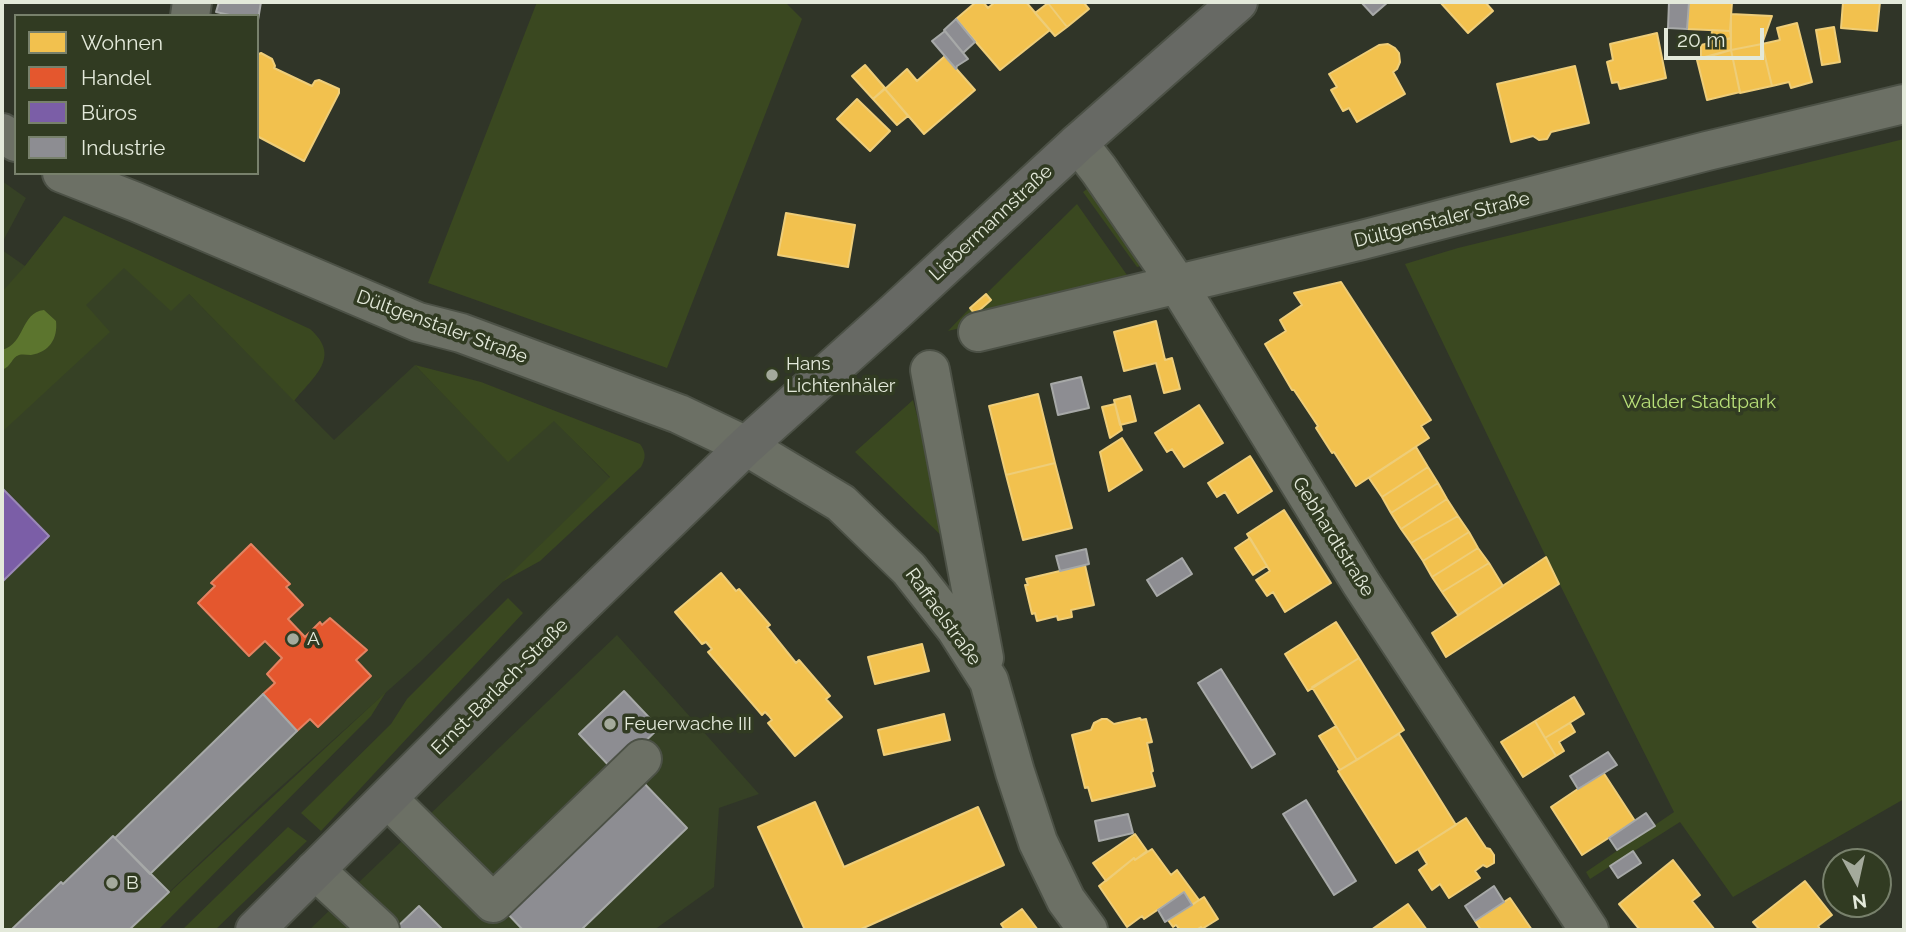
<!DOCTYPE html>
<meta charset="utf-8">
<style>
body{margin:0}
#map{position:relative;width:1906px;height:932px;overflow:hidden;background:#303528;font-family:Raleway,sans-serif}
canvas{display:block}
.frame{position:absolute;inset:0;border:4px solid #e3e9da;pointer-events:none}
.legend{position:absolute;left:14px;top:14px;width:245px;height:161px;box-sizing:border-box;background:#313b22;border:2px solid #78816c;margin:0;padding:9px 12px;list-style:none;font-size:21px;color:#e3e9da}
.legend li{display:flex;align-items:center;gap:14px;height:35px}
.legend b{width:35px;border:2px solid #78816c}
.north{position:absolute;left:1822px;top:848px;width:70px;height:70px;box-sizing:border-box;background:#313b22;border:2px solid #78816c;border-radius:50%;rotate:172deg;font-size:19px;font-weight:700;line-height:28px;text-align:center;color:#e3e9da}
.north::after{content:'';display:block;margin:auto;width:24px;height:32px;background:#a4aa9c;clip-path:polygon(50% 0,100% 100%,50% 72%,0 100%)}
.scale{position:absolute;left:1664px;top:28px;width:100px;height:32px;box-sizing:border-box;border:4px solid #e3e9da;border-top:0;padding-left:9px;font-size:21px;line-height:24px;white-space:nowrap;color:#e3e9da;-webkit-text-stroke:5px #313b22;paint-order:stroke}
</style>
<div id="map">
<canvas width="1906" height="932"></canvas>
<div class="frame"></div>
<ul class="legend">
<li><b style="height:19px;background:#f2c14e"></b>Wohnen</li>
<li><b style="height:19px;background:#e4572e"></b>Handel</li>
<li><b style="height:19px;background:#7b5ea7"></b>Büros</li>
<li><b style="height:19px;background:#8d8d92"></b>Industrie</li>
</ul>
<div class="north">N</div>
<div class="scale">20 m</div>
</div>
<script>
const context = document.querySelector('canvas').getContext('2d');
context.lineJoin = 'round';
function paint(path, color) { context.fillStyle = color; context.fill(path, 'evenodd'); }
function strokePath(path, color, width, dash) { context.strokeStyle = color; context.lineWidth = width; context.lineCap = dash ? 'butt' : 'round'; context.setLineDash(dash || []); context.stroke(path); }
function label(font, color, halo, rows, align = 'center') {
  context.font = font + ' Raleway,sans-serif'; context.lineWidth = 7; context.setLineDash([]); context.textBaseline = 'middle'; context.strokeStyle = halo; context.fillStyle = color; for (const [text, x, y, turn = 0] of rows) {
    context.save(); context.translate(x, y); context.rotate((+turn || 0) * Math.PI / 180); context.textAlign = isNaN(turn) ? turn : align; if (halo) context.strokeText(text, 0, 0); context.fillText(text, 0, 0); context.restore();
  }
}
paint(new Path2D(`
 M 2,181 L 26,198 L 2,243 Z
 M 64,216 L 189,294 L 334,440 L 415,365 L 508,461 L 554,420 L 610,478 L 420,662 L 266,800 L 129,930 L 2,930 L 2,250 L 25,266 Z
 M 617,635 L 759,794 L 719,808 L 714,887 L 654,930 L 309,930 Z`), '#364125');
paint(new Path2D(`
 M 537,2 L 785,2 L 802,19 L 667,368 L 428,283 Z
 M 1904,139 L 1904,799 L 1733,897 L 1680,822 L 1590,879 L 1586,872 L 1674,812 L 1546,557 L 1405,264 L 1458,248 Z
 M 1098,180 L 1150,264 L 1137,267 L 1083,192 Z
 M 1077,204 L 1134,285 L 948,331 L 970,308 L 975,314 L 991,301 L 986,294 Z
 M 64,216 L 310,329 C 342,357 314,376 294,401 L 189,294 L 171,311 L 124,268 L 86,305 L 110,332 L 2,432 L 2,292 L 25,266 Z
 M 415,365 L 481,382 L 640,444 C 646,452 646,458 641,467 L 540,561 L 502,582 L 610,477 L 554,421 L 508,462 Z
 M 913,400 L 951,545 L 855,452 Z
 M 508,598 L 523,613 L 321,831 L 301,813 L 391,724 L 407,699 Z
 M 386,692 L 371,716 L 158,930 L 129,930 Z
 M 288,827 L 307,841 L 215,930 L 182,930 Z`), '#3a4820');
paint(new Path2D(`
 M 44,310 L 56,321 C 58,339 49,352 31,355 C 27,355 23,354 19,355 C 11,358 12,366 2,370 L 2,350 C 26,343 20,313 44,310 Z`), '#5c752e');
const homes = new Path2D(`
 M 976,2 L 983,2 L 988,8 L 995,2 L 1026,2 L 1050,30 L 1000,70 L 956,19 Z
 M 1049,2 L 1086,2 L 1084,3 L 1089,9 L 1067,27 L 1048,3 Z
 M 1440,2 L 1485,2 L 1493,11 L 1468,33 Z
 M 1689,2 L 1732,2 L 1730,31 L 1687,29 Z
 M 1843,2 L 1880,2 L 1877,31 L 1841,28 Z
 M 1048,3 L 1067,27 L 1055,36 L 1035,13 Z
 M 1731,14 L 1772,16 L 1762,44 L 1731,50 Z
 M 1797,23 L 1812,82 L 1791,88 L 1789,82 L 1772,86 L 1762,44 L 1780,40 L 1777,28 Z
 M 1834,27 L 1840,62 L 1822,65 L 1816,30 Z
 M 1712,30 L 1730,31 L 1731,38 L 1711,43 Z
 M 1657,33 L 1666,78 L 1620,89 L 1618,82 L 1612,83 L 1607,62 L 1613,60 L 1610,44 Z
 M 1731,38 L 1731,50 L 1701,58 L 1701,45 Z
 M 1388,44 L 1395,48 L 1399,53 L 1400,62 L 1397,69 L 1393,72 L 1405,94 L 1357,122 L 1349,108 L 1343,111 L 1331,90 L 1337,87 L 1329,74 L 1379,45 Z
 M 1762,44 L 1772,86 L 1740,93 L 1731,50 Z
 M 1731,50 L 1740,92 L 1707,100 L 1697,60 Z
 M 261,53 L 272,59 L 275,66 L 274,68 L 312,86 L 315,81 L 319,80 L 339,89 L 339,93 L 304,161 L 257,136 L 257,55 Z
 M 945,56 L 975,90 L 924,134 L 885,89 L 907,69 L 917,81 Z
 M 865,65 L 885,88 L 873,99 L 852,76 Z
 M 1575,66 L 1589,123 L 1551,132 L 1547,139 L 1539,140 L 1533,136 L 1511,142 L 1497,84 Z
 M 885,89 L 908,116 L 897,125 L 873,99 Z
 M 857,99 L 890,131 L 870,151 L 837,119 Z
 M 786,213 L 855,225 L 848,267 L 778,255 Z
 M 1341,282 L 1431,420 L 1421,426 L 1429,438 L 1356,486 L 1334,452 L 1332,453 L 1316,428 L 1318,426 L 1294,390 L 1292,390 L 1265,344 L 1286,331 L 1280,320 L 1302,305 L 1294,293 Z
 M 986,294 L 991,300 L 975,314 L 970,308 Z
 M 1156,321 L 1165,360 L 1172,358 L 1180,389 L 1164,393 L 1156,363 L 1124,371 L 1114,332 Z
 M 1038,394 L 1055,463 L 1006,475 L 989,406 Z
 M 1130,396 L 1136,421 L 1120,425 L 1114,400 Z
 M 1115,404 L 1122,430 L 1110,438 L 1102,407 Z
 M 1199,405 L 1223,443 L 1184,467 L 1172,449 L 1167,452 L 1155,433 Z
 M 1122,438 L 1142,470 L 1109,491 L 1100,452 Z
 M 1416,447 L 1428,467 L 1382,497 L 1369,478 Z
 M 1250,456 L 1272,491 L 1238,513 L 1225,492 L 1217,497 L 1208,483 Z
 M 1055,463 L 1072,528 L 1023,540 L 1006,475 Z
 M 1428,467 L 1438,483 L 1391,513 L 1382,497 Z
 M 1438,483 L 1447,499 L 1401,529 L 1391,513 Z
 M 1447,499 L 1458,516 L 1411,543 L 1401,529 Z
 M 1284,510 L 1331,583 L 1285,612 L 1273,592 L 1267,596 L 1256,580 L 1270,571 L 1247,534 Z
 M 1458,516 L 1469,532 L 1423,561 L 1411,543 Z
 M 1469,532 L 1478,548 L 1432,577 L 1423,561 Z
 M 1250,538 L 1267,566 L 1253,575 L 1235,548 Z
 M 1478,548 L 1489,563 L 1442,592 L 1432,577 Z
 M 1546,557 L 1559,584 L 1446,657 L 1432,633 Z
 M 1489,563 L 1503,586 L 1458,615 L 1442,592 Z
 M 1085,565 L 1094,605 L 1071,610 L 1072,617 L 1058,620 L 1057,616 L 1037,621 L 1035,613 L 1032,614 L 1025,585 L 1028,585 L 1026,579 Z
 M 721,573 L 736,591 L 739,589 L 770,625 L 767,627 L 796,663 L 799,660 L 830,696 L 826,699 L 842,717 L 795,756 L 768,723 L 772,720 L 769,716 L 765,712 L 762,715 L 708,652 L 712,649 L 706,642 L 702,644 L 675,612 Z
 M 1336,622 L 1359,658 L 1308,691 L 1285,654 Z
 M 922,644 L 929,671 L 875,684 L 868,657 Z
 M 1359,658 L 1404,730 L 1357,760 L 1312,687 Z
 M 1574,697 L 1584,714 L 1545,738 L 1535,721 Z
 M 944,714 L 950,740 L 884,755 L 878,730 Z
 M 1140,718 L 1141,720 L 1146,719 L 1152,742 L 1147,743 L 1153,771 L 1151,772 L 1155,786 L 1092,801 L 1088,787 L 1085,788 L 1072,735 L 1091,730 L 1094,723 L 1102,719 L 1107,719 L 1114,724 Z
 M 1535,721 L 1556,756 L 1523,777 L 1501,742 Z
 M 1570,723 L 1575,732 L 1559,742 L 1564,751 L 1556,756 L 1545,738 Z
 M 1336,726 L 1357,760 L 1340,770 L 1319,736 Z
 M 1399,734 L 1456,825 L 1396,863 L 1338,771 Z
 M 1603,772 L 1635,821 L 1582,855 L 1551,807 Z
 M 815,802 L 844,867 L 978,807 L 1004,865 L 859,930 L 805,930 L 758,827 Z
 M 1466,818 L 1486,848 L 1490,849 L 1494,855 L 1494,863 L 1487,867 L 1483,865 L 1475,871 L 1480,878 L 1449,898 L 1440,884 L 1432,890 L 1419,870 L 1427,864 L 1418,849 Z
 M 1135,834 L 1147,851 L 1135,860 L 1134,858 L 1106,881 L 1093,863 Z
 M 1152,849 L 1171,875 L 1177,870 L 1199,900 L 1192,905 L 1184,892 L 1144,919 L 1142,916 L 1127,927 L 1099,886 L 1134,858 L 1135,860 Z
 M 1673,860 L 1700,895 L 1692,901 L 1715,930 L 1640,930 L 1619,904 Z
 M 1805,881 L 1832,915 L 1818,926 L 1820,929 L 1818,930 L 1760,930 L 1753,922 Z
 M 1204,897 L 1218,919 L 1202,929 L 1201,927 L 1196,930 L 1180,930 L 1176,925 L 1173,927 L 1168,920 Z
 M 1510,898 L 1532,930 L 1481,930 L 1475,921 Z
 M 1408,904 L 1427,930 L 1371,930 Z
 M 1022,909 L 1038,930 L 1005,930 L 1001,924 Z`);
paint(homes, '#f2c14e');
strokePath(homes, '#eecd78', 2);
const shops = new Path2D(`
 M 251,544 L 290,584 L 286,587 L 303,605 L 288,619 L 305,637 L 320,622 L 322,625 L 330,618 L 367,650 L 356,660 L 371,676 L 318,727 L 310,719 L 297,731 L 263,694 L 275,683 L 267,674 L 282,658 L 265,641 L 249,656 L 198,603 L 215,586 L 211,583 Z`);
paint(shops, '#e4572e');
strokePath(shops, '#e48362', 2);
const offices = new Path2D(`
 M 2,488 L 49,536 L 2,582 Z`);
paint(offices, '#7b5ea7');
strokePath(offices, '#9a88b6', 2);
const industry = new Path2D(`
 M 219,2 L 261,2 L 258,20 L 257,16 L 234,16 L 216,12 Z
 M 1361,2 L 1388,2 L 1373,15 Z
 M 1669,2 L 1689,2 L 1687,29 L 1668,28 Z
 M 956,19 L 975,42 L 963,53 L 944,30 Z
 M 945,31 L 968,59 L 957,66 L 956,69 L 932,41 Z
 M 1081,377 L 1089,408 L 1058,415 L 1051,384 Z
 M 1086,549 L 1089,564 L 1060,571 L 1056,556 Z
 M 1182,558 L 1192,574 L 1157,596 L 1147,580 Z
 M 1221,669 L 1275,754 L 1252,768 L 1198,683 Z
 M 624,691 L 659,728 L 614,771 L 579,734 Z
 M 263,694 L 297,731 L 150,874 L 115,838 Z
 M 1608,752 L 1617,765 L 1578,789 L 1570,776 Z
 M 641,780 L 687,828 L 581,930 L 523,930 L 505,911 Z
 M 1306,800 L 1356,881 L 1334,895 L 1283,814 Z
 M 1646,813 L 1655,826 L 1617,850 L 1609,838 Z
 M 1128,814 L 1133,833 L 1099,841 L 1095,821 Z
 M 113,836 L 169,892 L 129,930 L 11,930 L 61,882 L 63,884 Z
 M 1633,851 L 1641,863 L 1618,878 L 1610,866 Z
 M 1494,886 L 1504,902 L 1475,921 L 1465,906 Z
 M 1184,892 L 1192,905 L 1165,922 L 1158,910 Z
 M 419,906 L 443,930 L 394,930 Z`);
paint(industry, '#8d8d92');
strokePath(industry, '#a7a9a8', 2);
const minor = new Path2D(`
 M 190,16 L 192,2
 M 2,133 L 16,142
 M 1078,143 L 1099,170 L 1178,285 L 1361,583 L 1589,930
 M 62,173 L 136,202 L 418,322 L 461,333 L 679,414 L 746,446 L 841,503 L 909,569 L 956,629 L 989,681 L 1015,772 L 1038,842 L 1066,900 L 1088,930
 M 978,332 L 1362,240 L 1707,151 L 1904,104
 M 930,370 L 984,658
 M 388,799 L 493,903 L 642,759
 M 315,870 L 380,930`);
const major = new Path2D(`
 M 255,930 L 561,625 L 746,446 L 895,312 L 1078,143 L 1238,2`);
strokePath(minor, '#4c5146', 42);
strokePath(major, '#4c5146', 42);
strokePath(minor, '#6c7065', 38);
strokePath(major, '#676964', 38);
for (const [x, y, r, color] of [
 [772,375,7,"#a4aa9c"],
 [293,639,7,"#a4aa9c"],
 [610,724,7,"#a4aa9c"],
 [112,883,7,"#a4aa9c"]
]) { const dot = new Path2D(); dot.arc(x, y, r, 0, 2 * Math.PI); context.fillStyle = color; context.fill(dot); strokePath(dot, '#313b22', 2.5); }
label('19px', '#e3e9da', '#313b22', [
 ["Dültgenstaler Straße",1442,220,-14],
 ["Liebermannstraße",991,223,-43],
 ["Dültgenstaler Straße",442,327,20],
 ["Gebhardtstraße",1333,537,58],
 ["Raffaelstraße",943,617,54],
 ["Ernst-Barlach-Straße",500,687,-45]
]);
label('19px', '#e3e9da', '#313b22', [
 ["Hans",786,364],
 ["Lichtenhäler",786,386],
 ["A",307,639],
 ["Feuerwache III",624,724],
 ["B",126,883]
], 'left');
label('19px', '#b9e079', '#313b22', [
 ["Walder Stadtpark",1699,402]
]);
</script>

--------------------------------------------------

**About this exercise**
Could you give the number of lines in the entries that contain the string "function"? Only the number, please.

**Worked solution**
3